= 61st Infantry Division (France) =

The 61st Infantry Division (61e Division d'Infanterie, 61e DI) was a French Army formation during World War I and World War II

==World War I==
During World War I, the division was composed of:
- 219th Infantry Regiment
- 262nd Infantry Regiment (to March 1917)
- 264th Infantry Regiment
- 265th Infantry Regiment
- 316th Infantry Regiment (to June 1916)
- 318th Infantry Regiment (to June 1916)
- 112th Territorial Infantry Regiment (from August 1918)

It was part of the French 3rd, 4th, 6th, 7th, 11th, 13th, 21st, 35th and 1st Colonial Corps, during which it participated in the First Battle of the Marne, the First Battle of the Aisne, the Battle of the Somme, the Battle of the Lys and the Meuse-Argonne Offensive.

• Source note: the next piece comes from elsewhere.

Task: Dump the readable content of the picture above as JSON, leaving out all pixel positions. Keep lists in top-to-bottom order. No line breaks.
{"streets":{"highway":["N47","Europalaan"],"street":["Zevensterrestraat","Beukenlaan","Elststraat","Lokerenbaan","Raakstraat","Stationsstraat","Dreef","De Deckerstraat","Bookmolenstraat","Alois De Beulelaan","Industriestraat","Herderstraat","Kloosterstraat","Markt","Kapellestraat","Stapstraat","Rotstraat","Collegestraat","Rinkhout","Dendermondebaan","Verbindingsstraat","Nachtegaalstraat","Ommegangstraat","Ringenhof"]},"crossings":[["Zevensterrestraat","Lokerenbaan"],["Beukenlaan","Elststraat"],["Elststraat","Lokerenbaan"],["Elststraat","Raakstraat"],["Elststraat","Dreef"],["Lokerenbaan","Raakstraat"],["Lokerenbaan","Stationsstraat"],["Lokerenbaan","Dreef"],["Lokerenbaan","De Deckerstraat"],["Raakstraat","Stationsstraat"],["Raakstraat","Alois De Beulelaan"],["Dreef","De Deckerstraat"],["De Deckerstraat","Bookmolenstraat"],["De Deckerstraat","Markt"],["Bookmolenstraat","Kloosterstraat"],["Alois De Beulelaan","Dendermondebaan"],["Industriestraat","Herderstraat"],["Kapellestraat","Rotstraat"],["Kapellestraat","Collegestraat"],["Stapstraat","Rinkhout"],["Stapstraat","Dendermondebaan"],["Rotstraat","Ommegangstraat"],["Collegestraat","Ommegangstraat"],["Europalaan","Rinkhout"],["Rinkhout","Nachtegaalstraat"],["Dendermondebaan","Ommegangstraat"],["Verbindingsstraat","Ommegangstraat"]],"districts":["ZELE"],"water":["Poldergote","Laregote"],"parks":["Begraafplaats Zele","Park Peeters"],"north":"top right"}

At various times, it was part of the French First Army, French Second Army, French Third Army, French Fourth Army, French Sixth Army, French Eighth Army and French Tenth Army.

==World War II==
During the Battle of France in May 1940, the division contained the following units:

- 248 Infantry Regiment
- 265 Infantry Regiment
- 337 Infantry Regiment
- 58 Reconnaissance Battalion
- 18 Artillery Regiment
- 218 Artillery Regiment

It was a Series B Reserve division containing older reservists.